**EXERCISE PROMPT**: The output is the lines below from the one with "font-size:18px; color:#1b2f5e; font-weight:700" through the one with "position:absolute; left:1625px; top:580px;", both included, printed exactly and with no other line.
═══ DATA FOR ANALYSIS ═══
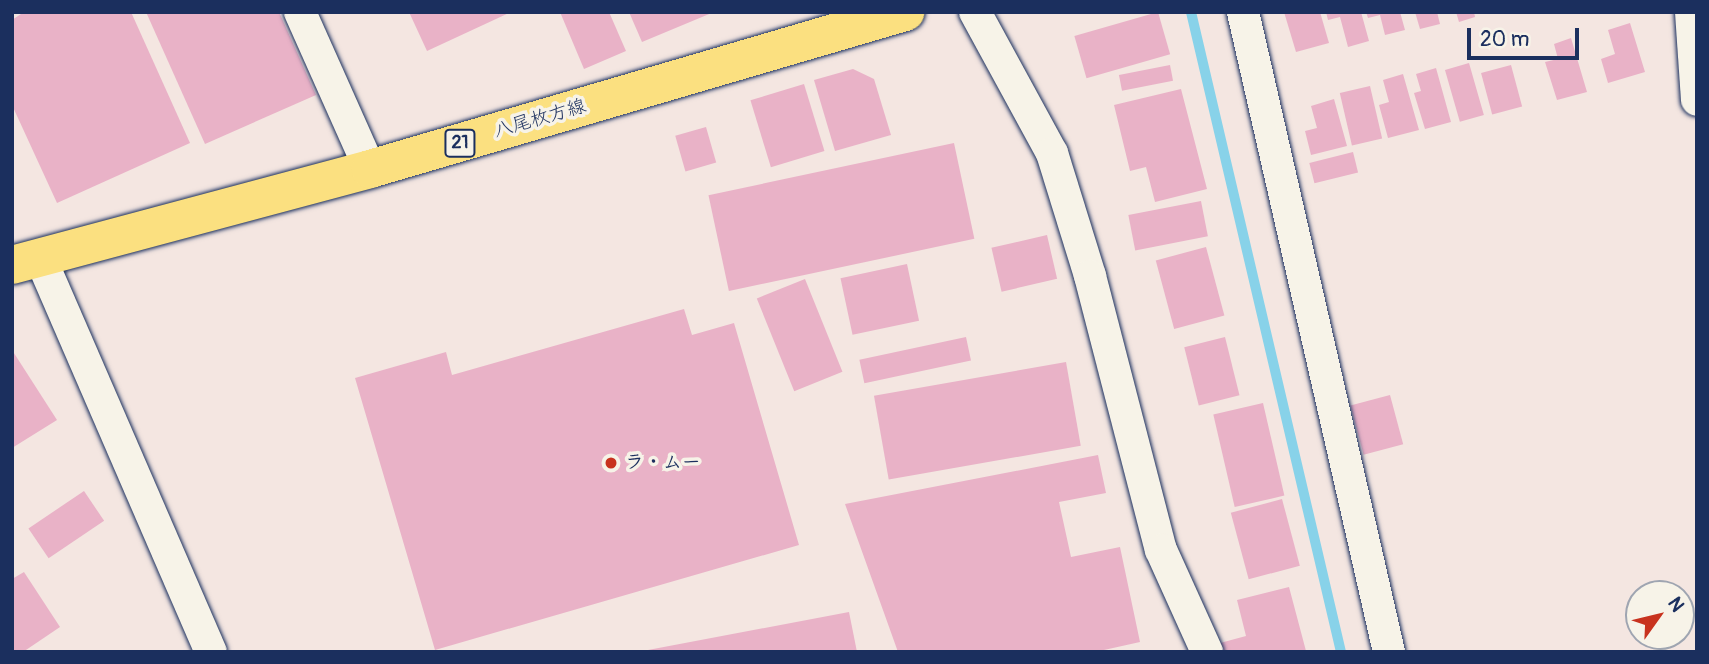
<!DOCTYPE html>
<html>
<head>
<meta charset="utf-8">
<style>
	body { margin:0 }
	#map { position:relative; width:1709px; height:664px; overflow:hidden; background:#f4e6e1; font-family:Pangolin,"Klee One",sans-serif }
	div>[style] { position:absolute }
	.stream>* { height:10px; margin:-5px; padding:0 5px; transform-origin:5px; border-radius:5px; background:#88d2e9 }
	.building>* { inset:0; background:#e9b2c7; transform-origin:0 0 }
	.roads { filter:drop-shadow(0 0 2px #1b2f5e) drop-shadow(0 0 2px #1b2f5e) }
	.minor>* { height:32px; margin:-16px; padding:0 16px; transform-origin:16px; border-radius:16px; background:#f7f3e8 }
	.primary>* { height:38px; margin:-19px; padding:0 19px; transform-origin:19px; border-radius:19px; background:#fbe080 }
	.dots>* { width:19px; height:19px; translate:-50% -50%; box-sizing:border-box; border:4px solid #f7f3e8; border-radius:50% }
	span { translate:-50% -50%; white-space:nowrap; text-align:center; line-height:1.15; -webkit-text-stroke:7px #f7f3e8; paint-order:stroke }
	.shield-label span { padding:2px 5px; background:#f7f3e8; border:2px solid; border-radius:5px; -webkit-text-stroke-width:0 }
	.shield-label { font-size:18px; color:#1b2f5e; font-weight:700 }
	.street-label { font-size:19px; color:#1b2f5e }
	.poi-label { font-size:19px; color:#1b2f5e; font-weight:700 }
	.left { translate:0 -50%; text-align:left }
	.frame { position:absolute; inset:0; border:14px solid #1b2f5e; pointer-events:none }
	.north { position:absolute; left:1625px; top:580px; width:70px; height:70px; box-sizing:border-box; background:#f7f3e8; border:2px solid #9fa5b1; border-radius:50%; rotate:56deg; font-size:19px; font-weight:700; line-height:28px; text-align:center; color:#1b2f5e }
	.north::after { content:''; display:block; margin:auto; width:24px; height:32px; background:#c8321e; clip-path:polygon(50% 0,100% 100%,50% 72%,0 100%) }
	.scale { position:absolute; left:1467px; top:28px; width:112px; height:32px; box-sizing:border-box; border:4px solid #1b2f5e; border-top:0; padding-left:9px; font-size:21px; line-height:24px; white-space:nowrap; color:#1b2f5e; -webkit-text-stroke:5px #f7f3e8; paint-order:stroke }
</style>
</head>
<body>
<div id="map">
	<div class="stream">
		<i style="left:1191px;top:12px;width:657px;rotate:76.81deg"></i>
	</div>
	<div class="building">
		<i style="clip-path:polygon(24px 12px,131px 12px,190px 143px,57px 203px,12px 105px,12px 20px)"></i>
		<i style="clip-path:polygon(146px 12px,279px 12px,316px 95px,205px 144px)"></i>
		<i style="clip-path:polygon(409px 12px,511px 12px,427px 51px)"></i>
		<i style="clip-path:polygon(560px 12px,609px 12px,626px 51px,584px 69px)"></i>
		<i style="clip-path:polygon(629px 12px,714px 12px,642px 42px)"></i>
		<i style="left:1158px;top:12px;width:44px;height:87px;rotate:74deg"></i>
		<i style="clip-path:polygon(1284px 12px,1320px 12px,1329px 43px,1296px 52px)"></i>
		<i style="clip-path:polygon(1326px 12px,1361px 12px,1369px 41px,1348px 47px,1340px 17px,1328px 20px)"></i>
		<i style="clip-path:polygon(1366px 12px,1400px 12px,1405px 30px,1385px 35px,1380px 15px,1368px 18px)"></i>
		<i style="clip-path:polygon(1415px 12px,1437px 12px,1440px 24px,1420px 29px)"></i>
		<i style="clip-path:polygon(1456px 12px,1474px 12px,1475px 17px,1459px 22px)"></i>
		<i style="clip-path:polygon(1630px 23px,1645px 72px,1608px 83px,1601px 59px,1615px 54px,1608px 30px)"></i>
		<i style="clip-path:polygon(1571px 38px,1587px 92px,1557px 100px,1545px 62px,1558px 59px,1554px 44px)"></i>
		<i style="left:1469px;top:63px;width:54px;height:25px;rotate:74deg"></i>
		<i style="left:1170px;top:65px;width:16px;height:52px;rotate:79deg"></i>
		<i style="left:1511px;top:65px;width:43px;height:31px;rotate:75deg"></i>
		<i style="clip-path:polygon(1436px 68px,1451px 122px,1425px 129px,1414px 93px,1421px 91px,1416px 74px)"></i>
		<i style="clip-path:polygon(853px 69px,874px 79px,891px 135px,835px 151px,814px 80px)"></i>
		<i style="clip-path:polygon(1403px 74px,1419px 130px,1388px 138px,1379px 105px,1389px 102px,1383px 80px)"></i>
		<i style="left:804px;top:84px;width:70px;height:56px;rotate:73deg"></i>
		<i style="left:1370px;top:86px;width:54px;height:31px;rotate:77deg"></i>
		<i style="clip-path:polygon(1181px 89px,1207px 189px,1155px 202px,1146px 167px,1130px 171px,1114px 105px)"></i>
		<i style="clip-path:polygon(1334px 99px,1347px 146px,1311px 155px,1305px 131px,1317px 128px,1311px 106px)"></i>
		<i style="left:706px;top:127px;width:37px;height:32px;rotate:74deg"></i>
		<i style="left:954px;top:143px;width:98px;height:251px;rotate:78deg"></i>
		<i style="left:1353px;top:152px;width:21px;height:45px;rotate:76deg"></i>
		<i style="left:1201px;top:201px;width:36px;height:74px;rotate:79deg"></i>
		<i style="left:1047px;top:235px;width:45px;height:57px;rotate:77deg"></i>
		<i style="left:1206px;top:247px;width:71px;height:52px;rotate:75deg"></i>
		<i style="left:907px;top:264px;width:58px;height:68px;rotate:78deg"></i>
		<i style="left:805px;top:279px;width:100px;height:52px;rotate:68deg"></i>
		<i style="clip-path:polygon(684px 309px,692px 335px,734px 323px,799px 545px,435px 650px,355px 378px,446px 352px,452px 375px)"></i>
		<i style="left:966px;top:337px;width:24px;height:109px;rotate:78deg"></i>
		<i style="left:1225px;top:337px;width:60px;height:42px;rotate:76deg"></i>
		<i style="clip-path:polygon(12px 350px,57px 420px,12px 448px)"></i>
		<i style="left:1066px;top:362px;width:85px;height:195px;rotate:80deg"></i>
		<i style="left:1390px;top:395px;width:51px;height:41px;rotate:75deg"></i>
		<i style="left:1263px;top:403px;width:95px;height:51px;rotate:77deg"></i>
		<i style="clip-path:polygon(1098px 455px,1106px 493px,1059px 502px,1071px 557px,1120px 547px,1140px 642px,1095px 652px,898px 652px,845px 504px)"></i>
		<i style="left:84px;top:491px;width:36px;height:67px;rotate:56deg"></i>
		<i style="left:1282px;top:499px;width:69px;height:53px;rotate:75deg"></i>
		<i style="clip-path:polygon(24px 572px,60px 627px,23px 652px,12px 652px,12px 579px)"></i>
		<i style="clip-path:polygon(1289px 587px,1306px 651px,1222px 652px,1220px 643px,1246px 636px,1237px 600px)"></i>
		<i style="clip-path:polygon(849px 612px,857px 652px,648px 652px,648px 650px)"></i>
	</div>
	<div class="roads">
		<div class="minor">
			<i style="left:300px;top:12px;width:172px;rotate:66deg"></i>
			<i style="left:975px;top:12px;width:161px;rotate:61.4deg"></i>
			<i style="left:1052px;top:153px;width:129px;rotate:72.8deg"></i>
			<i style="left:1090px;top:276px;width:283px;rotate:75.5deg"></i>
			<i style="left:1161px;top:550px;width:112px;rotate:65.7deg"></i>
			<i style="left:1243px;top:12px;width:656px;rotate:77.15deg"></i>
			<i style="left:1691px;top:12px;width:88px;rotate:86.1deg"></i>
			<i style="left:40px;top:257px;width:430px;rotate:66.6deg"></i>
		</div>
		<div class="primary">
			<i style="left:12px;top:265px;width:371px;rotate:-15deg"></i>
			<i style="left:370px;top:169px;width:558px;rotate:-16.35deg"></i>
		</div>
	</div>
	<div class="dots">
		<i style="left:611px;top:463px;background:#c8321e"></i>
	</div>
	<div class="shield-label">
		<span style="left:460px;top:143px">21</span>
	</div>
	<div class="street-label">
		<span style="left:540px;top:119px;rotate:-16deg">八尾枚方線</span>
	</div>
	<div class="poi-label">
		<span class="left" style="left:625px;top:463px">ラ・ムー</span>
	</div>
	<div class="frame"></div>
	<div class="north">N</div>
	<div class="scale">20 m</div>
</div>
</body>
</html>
═══
═══ DATA FOR ANALYSIS ═══
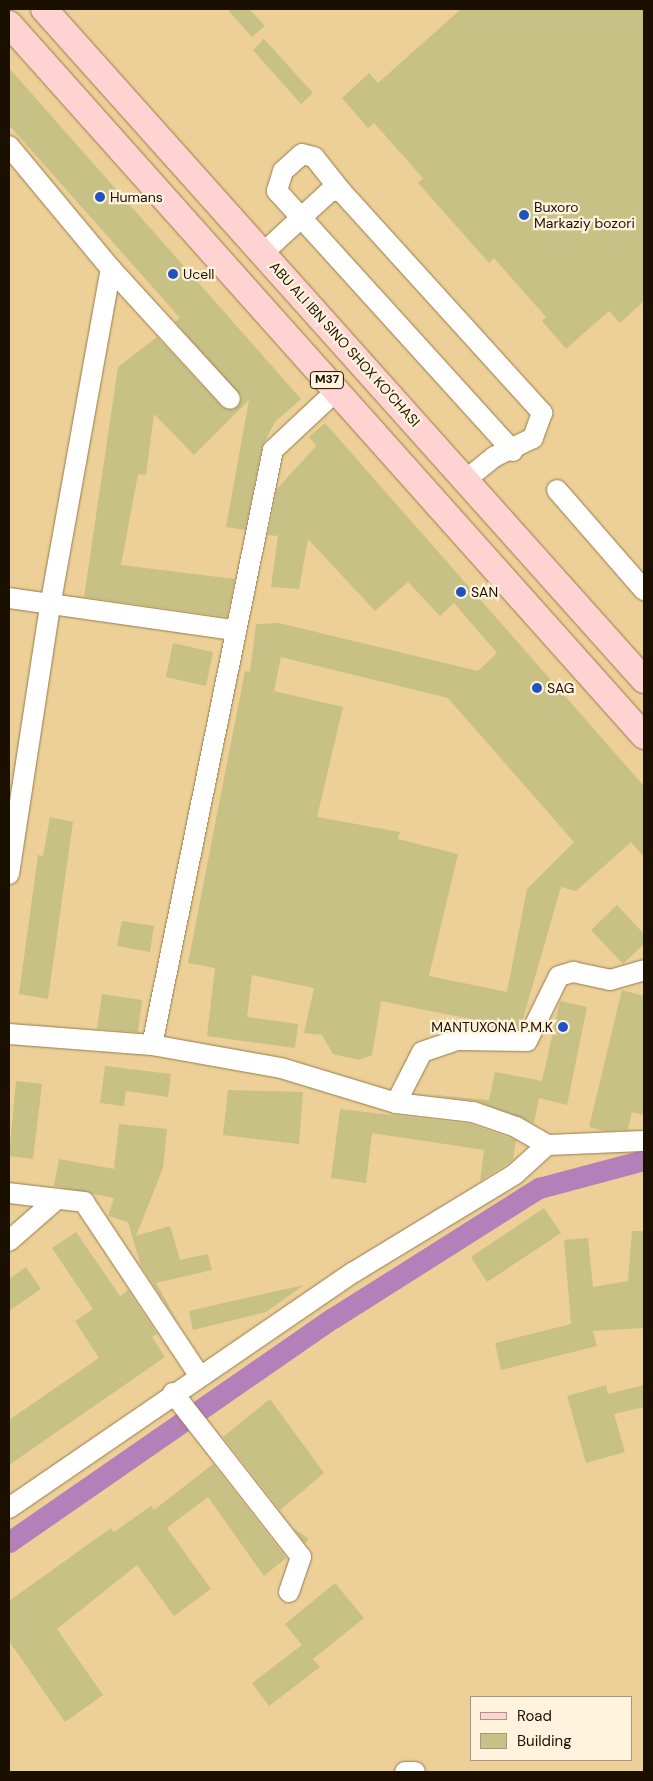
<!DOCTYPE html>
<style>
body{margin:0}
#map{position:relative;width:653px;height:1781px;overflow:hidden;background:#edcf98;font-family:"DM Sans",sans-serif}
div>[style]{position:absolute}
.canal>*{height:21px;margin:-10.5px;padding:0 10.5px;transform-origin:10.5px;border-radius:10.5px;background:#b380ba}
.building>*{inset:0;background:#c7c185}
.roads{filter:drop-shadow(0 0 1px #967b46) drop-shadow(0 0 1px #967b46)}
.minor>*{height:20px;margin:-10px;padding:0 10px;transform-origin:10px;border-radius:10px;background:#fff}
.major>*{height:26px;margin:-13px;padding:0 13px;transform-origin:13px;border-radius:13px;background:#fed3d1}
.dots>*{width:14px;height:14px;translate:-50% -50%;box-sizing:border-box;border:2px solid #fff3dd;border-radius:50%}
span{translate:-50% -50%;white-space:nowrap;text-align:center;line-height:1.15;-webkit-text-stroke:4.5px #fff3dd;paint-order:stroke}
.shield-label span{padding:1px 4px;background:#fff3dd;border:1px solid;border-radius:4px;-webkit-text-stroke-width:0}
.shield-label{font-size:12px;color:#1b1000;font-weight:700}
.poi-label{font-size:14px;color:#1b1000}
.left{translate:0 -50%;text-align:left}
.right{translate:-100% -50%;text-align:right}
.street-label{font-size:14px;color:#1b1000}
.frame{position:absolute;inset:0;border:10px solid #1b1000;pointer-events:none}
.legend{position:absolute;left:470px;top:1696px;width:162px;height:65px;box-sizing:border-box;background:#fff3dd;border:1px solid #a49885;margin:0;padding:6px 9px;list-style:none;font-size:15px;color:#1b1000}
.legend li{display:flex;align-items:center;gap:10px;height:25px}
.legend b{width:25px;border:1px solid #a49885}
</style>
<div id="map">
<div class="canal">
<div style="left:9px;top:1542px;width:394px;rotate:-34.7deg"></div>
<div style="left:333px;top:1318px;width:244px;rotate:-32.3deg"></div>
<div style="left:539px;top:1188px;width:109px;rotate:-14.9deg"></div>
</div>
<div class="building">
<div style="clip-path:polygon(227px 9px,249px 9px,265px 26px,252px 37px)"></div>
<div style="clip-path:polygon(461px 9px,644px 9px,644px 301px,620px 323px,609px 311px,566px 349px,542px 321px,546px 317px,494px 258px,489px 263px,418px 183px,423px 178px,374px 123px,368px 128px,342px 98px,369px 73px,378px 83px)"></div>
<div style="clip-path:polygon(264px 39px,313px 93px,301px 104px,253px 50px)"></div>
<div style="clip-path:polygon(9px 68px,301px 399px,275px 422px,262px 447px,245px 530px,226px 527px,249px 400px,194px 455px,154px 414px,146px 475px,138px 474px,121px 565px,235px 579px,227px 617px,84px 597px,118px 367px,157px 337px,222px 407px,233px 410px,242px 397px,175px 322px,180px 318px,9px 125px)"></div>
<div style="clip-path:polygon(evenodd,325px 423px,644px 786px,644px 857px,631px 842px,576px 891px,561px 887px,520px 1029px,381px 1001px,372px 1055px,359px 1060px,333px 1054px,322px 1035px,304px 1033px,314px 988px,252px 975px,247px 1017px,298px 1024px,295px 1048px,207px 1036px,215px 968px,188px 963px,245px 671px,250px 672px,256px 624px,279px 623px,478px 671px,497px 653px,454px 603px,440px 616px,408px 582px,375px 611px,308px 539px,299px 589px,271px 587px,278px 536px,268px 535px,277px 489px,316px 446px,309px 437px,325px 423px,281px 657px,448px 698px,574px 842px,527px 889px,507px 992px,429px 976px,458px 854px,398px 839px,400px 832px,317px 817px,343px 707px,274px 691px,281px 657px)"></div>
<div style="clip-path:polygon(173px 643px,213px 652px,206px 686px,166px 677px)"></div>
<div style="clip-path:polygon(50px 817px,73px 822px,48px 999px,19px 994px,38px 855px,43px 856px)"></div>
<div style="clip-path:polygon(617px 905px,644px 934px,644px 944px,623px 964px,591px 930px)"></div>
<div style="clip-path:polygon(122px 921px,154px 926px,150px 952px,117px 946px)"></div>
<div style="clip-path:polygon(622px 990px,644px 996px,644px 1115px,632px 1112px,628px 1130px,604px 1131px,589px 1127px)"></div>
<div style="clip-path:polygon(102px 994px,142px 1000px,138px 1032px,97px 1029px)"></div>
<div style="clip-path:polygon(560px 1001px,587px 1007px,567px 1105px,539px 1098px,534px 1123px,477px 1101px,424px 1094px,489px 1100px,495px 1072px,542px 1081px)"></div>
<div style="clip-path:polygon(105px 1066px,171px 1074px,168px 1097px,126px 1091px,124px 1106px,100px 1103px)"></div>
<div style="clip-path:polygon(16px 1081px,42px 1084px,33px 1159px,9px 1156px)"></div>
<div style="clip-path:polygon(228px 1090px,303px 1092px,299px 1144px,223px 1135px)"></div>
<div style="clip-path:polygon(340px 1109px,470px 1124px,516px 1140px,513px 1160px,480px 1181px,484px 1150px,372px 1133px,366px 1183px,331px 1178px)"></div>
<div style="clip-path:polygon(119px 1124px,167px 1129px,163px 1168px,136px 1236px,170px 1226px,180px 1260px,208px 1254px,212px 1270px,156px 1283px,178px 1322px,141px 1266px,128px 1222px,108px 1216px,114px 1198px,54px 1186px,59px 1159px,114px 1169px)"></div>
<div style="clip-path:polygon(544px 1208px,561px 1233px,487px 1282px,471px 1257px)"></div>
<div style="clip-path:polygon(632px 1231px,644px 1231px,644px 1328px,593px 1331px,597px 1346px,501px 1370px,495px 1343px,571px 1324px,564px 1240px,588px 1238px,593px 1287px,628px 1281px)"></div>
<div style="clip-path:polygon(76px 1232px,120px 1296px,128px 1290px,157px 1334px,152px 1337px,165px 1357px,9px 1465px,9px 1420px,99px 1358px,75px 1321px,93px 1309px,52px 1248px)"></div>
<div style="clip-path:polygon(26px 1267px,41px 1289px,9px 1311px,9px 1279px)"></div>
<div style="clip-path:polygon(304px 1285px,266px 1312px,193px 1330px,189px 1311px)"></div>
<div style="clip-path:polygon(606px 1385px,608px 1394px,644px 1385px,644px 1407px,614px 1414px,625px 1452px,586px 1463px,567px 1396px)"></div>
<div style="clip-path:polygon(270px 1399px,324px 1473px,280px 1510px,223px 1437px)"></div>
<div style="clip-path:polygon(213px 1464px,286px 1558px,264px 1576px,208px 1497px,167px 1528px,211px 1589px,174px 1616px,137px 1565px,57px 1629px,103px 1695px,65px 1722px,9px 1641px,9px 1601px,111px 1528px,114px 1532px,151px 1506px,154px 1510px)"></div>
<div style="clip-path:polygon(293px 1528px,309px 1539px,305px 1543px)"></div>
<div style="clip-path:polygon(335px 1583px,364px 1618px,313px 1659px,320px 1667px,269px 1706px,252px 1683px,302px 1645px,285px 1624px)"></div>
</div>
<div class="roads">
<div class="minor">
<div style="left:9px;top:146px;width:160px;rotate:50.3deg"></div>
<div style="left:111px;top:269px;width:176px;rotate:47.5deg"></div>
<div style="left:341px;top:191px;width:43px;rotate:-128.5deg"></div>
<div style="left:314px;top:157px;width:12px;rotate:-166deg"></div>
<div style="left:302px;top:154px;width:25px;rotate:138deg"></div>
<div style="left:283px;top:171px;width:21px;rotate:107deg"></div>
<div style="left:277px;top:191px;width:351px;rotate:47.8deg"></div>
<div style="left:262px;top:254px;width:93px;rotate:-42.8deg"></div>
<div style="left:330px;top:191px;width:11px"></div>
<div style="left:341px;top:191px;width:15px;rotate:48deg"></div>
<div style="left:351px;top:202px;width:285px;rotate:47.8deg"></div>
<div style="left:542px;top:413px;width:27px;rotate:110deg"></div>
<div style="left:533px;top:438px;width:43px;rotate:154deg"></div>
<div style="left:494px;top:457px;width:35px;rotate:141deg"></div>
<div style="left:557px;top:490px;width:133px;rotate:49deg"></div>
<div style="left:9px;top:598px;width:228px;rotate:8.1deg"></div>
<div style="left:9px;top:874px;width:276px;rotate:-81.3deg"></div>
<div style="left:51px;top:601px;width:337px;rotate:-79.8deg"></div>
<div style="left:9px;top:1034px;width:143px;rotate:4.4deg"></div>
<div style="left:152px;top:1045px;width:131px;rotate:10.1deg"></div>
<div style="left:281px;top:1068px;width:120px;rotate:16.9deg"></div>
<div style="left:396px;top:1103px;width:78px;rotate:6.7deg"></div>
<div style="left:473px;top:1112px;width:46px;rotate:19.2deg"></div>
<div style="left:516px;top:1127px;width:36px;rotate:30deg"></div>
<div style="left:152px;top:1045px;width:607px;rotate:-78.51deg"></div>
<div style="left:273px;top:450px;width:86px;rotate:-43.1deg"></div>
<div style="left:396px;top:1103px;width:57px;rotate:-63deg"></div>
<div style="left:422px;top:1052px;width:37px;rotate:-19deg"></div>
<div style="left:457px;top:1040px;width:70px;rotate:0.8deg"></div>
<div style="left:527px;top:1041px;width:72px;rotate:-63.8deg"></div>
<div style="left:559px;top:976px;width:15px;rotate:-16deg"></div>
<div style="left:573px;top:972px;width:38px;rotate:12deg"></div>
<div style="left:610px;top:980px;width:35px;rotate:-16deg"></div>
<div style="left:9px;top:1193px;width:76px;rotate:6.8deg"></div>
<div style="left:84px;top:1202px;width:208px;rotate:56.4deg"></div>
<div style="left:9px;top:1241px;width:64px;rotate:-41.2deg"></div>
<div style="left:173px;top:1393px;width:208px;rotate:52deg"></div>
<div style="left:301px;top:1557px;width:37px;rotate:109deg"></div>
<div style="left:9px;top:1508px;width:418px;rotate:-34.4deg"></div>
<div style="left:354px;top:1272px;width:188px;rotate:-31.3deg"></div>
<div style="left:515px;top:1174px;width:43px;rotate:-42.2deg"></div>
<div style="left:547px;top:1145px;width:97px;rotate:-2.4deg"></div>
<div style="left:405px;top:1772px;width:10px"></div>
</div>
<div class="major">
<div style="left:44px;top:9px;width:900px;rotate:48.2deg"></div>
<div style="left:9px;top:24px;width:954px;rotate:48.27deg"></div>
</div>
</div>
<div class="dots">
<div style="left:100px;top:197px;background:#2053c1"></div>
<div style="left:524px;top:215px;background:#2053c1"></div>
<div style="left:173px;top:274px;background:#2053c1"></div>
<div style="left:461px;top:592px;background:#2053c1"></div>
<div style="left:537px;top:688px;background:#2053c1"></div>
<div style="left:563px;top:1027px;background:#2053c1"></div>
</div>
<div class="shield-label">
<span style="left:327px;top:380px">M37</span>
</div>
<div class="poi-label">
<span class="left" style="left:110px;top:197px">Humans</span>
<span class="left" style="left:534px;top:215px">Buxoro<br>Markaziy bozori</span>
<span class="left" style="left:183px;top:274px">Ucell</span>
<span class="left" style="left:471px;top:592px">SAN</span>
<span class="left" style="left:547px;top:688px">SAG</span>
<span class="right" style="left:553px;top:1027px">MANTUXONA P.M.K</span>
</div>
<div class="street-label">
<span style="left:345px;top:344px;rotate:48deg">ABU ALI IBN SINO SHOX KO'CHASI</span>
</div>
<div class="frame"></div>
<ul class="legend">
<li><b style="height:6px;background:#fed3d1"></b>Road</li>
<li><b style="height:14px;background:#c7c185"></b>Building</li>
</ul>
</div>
═══
**YOUR SOLUTION**:
	.shield-label { font-size:18px; color:#1b2f5e; font-weight:700 }
	.street-label { font-size:19px; color:#1b2f5e }
	.poi-label { font-size:19px; color:#1b2f5e; font-weight:700 }
	.left { translate:0 -50%; text-align:left }
	.frame { position:absolute; inset:0; border:14px solid #1b2f5e; pointer-events:none }
	.north { position:absolute; left:1625px; top:580px; width:70px; height:70px; box-sizing:border-box; background:#f7f3e8; border:2px solid #9fa5b1; border-radius:50%; rotate:56deg; font-size:19px; font-weight:700; line-height:28px; text-align:center; color:#1b2f5e }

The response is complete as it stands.